La démonstration qui y est faite quant aux retombées économiques, fiscales et sociales est imparable. Notre dépendance au pétrole étant là pour encore plusieurs décennies en dépit des efforts qui seront faits pour s’en libérer, le Québec n’a pas le luxe de laisser sur la table des redevances qui lui permettraient de réduire substantiellement son déficit commercial et sa dépendance à la péréquation. Les Québécois s’enrichiraient personnellement et collectivement ; peut-être pas autant que les Norvégiens, mais ils s’en porteraient mieux.

Ce manifeste ne s’adresse bien sûr que rhétoriquement au gouvernement Marois déjà acquis à cette idée. Le souhait est de le voir accélérer le pas pour passer de l’étape des études à celle de l’exploration. Ceux que l’on veut convaincre sont plutôt les Québécois qui ont des réserves ou qui sont opposés à toute exploitation pétrolière en raison de la fragilité des milieux naturels du golfe du Saint-Laurent.

Ceux-là, et ils sont tout de même nombreux et actifs, ne seront pas convaincus que par la seule perspective de retombées économiques. Comme le disait l’écologiste David Suzuki, le golfe du Saint-Laurent est un sanctuaire dont l’écosystème pourrait être bouleversé pour des décennies alors que l’exploitation du pétrole ne durerait que quelques années. À cet égard, le manifeste n’apporte pas d’arguments, si ce n’est pour demander l’adoption d’un cadre réglementaire reposant « sur de hauts standards de protection de l’environnement ».

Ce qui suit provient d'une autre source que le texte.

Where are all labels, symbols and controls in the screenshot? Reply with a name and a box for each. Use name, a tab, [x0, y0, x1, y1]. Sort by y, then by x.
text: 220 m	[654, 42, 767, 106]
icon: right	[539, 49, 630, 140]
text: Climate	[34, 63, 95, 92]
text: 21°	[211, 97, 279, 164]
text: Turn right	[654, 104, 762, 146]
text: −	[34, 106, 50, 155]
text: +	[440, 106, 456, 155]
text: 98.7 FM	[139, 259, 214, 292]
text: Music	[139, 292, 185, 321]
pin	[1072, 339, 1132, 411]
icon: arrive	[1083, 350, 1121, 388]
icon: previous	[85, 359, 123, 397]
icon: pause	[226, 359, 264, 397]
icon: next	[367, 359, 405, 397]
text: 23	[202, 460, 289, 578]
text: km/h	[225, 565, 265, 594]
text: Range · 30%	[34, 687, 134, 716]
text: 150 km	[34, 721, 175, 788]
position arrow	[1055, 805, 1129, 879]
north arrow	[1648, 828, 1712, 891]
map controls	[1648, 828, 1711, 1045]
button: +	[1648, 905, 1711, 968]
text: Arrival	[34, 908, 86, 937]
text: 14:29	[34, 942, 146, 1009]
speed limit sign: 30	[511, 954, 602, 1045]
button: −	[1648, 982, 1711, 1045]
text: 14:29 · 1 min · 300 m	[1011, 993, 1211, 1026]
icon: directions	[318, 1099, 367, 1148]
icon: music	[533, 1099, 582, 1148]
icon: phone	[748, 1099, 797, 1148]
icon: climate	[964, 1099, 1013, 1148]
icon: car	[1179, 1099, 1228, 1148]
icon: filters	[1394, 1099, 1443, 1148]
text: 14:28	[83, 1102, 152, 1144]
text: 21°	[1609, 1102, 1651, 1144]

Quels seraient ces « hauts standards » ? Les auteurs du manifeste ne précisent pas parce qu’ils ne le savent pas et qu’ils ne peuvent le savoir, n’étant pas des experts de ces questions. Mais, pour prendre une décision éclairée, il faudra pouvoir évaluer les risques liés à ces activités et les mesures d’atténuation. Là-dessus et sur bien d’autres questions, les réponses manquent, comme l’a montré l’évaluation environnementale stratégique sur le Saint-Laurent réalisée par Génivar. Son rapport déposé en septembre notait l’absence de données factuelles précises pour avoir « une appréciation optimale des effets sur l’environnement » de projets d’exploration ou d’exploitation pétrolière.

Le débat public que veulent engager les signataires du manifeste, s’il est bienvenu, ne pourra toutefois être productif s’il ne s’accompagne pas d’une réflexion structurée sur l’ensemble des questions en jeu. Notamment, il faut pondérer les avantages économiques en regard des risques environnementaux. Il faut déterminer les zones à protéger pour leur valeur sur le plan de la diversité biologique, comme cette zone dite banc des Américains au large de Percé qu’Ottawa envisage de désigner aire marine protégée.

Cette démarche est essentielle pour assurer un degré élevé d’acceptabilité sociale à une éventuelle exploitation pétrolière dans le golfe. Pour être crédible, l’exercice devra être confié à un groupe d’experts indépendants pour garder le débat loin de toute partisanerie politique ou idéologique.